- Instructions to follow
Out of the data below, copy every line with the string "Fowler".

- Collected data entries
================

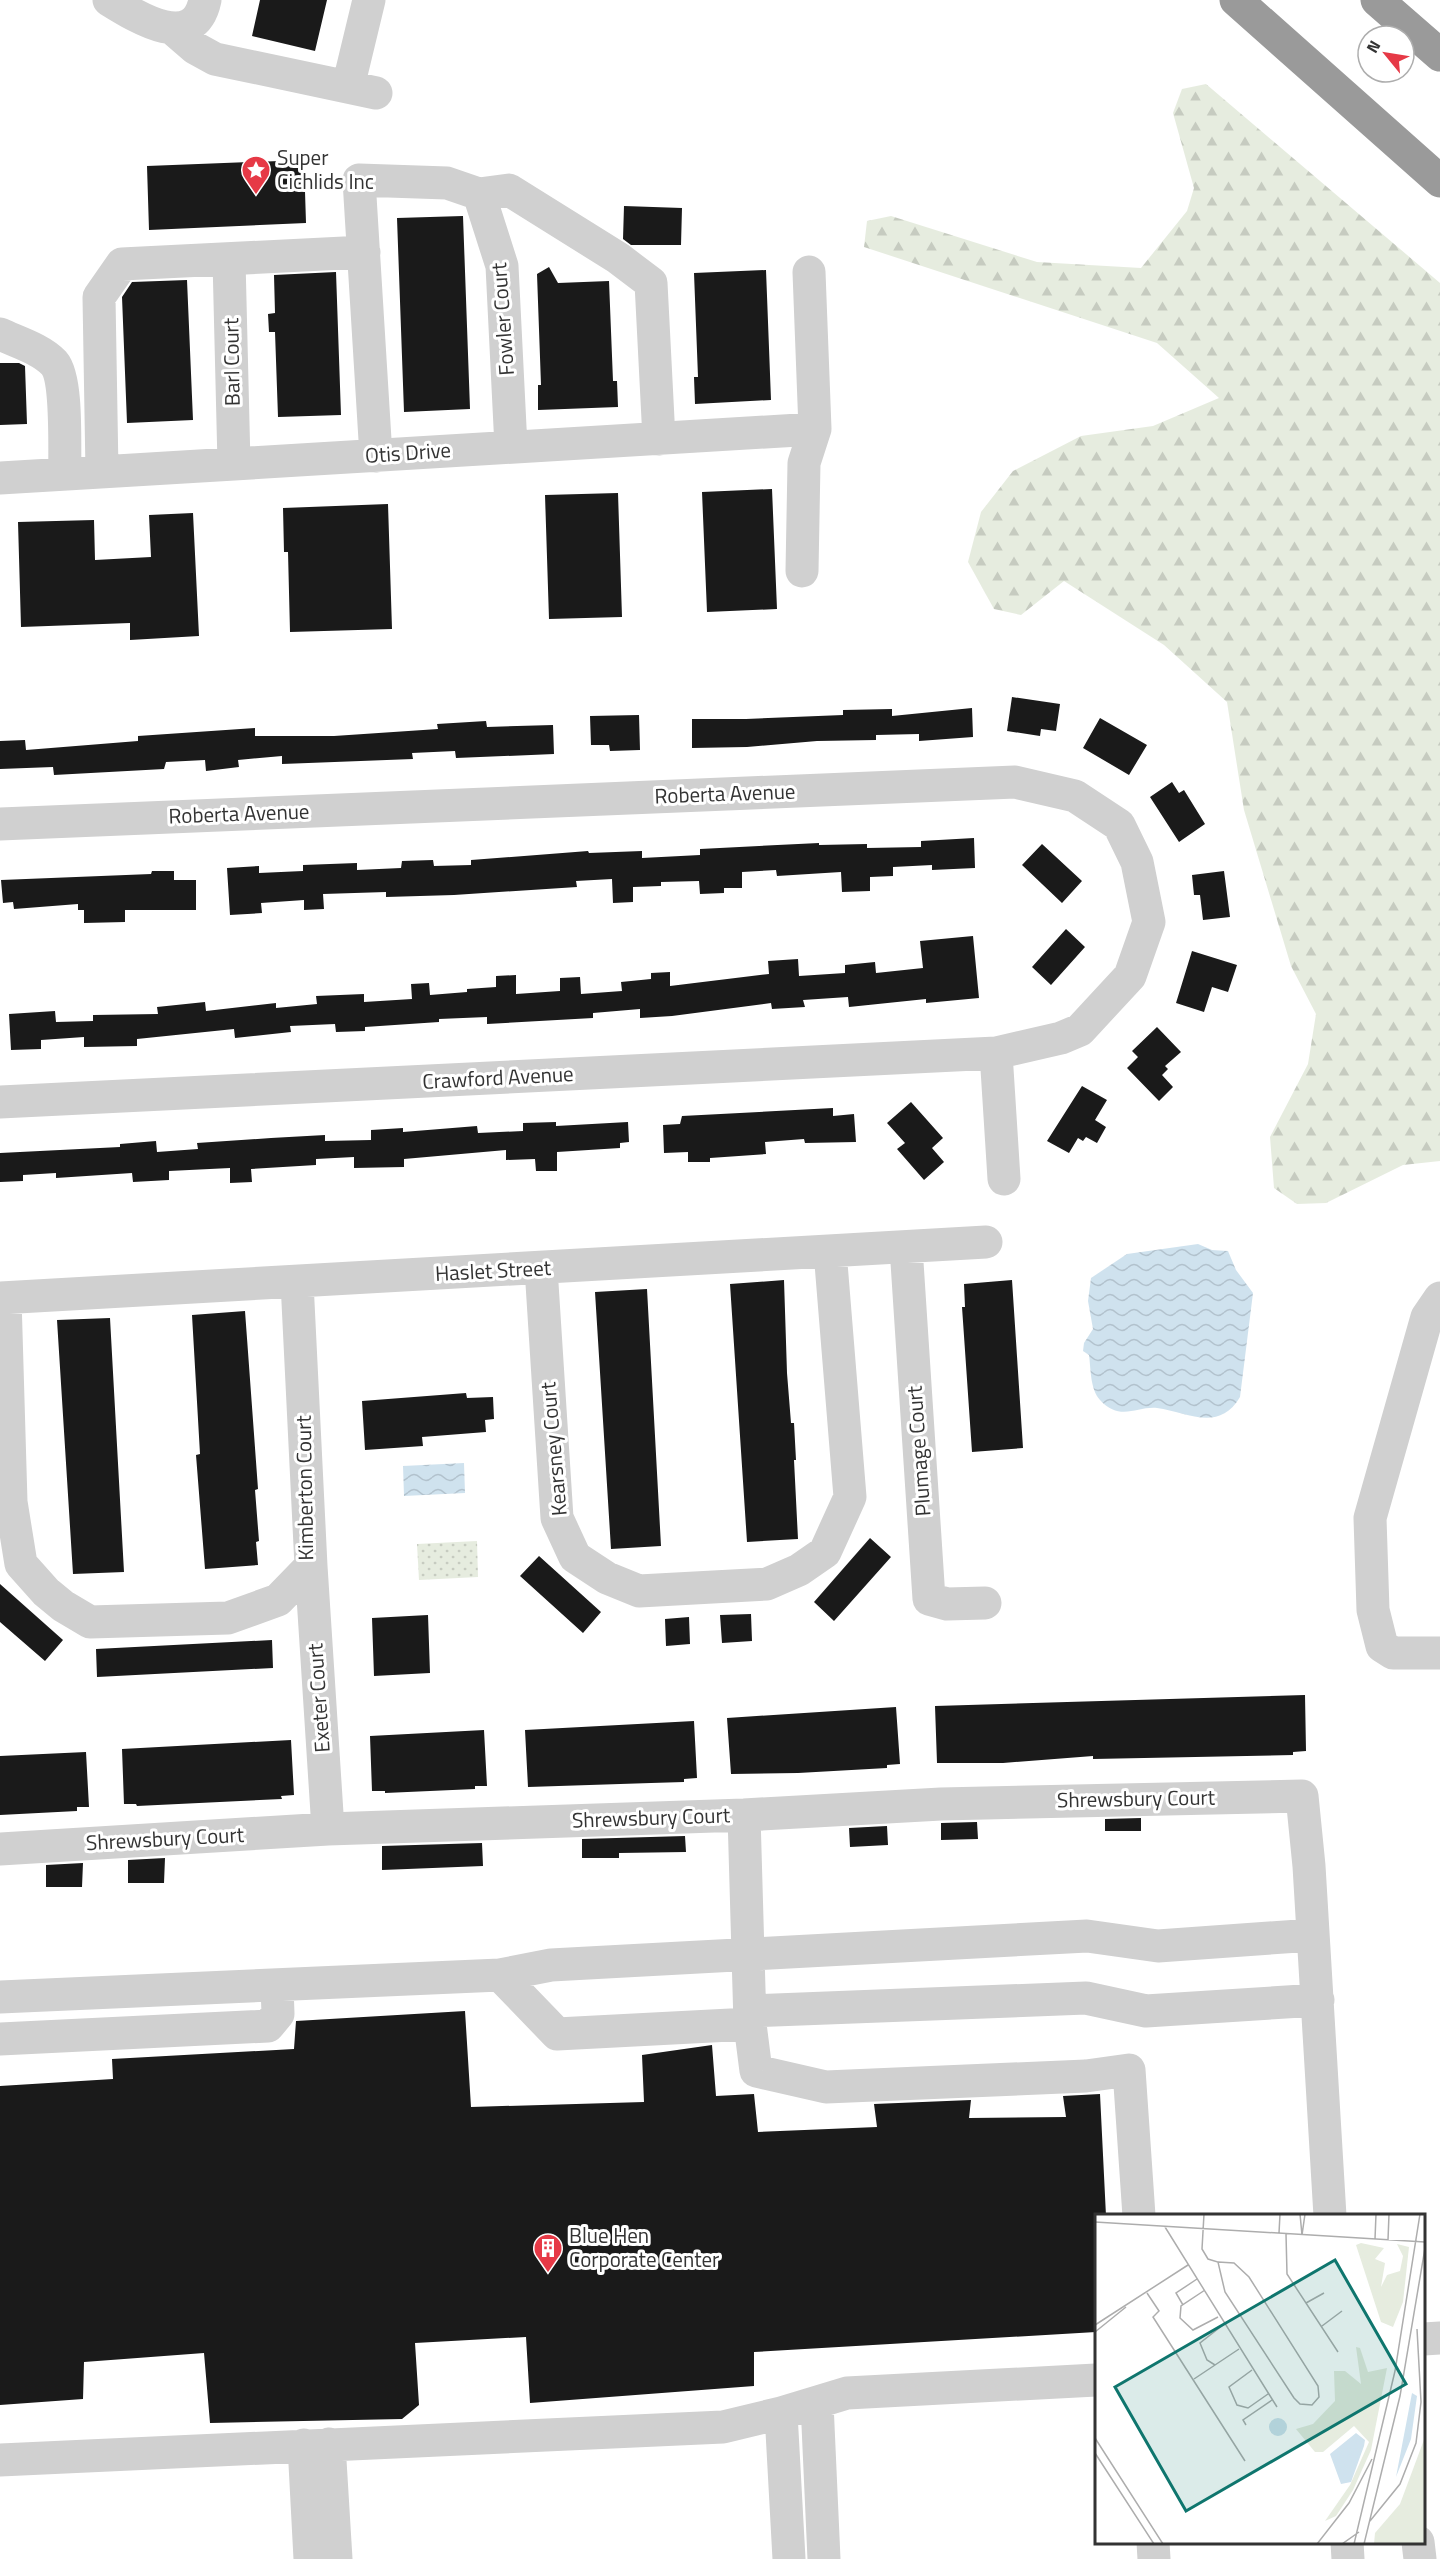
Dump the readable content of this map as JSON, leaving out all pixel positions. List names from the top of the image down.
{
  "streets": {
    "street": [
      "Fowler Court",
      "Barl Court",
      "Otis Drive",
      "Roberta Avenue",
      "Crawford Avenue",
      "Haslet Street",
      "Kearsney Court",
      "Plumage Court",
      "Kimberton Court",
      "Exeter Court",
      "Shrewsbury Court"
    ]
  },
  "crossings": [
    ["Fowler Court", "Otis Drive"],
    ["Barl Court", "Otis Drive"],
    ["Roberta Avenue", "Crawford Avenue"],
    ["Haslet Street", "Kearsney Court"],
    ["Haslet Street", "Plumage Court"],
    ["Haslet Street", "Kimberton Court"],
    ["Kimberton Court", "Exeter Court"],
    ["Exeter Court", "Shrewsbury Court"]
  ],
  "places": {
    "place": ["Super Cichlids Inc"],
    "building": ["Blue Hen Corporate Center"]
  },
  "north": "top left"
}
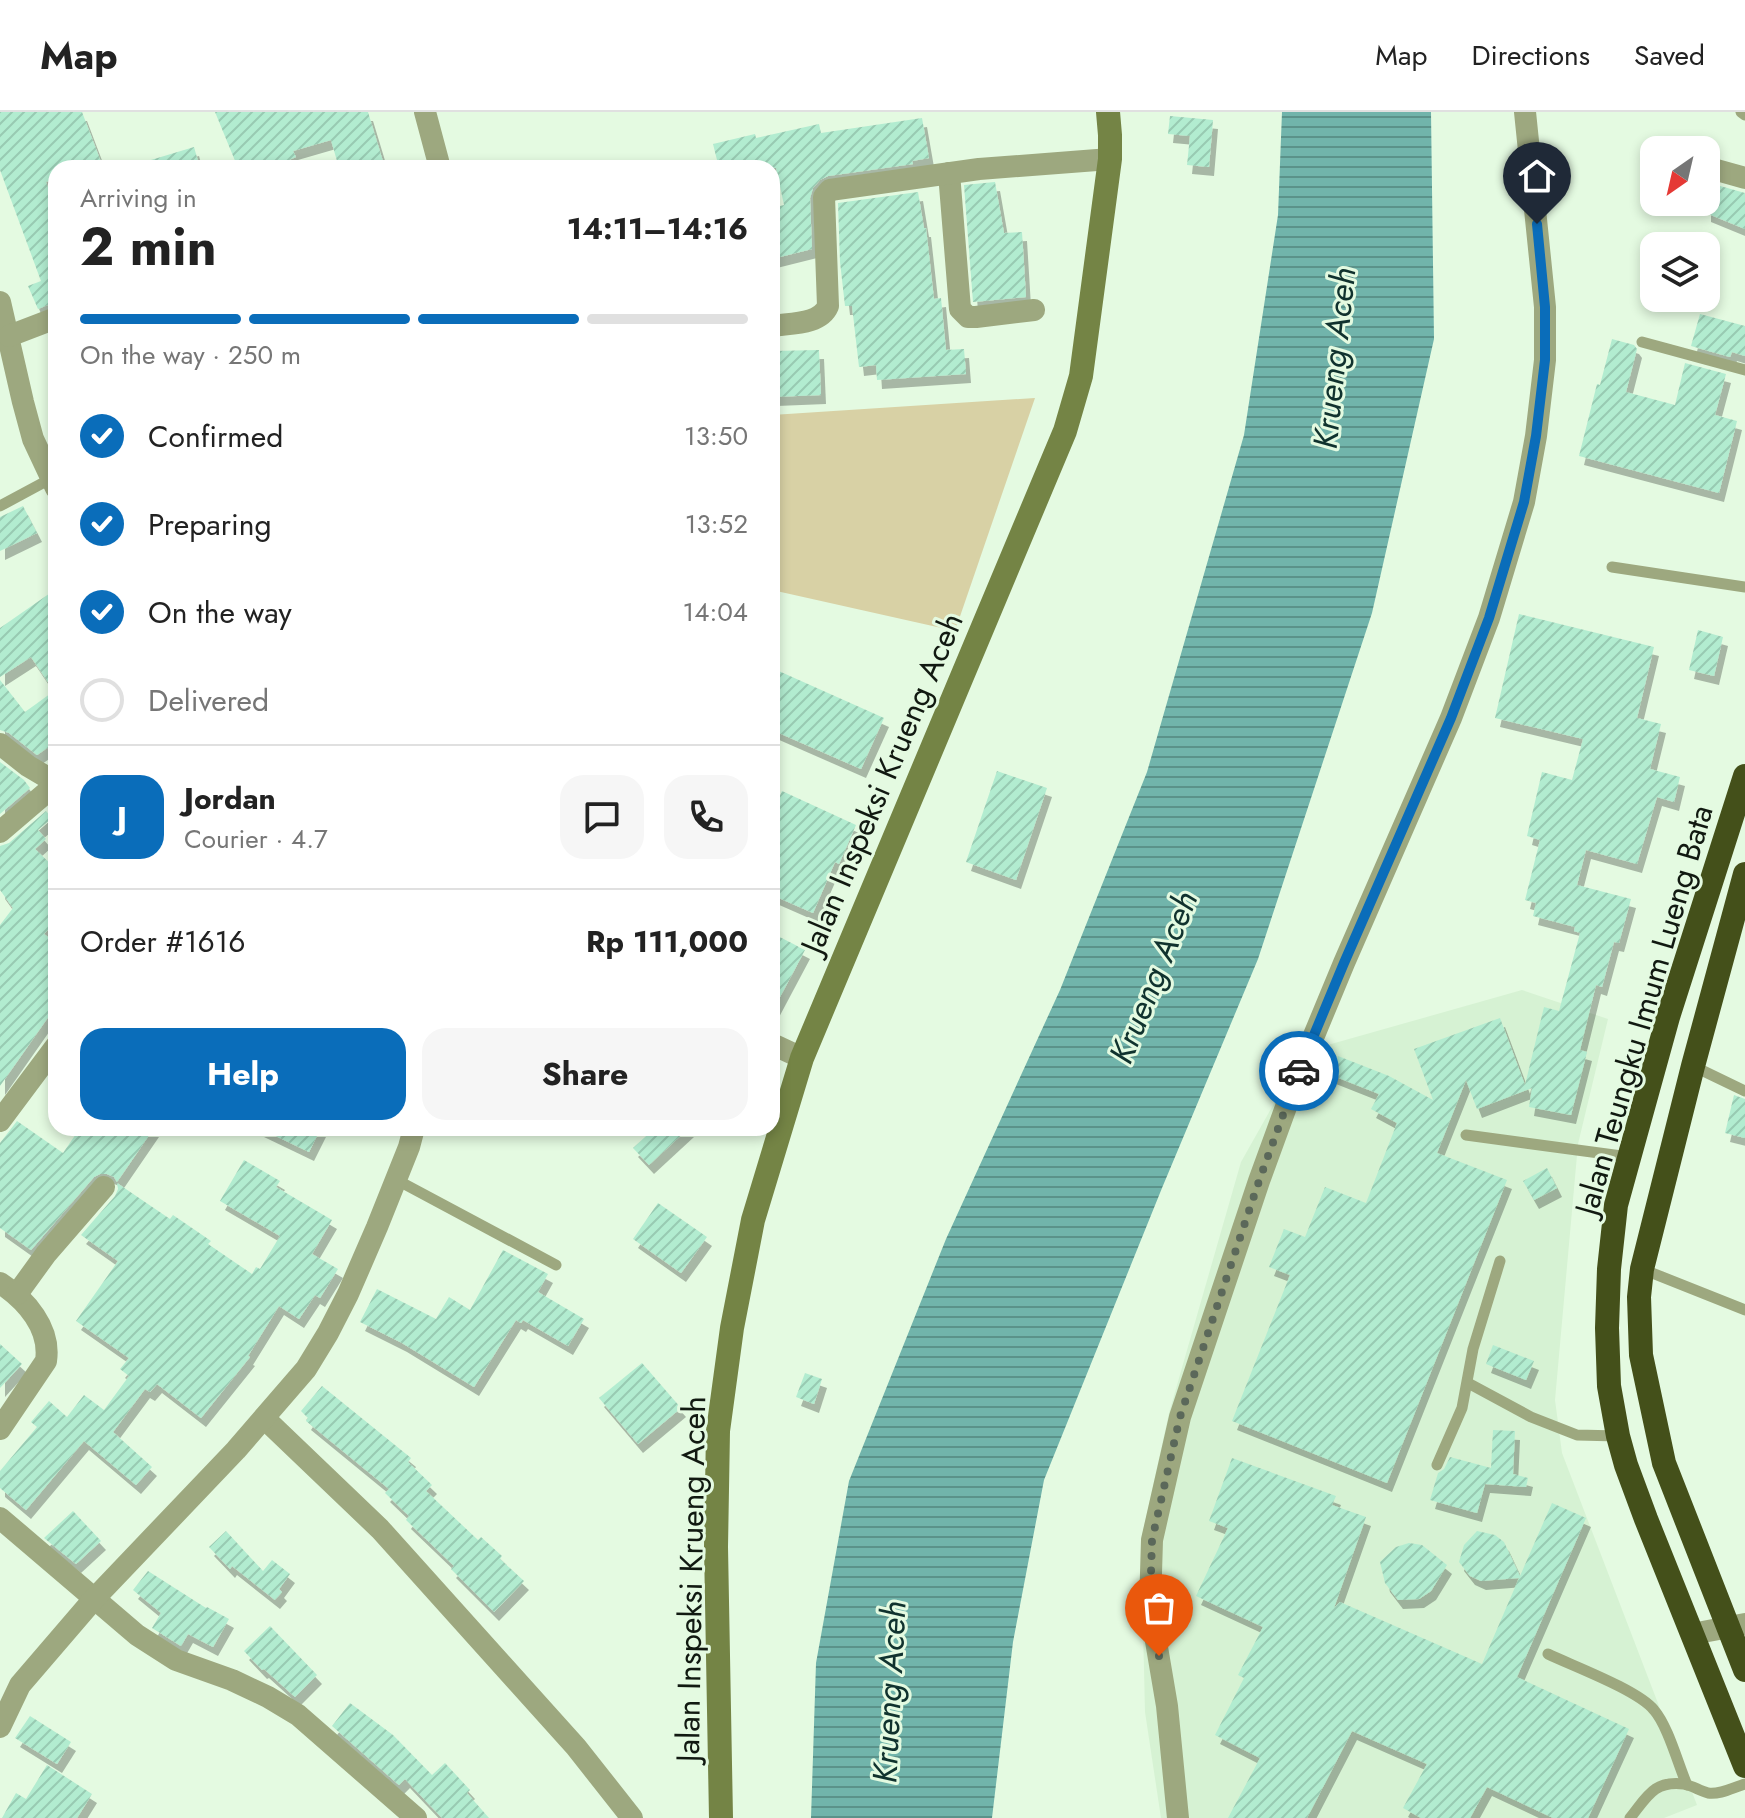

================

- Answer to this task
      "Fowler Court",
    ["Fowler Court", "Otis Drive"],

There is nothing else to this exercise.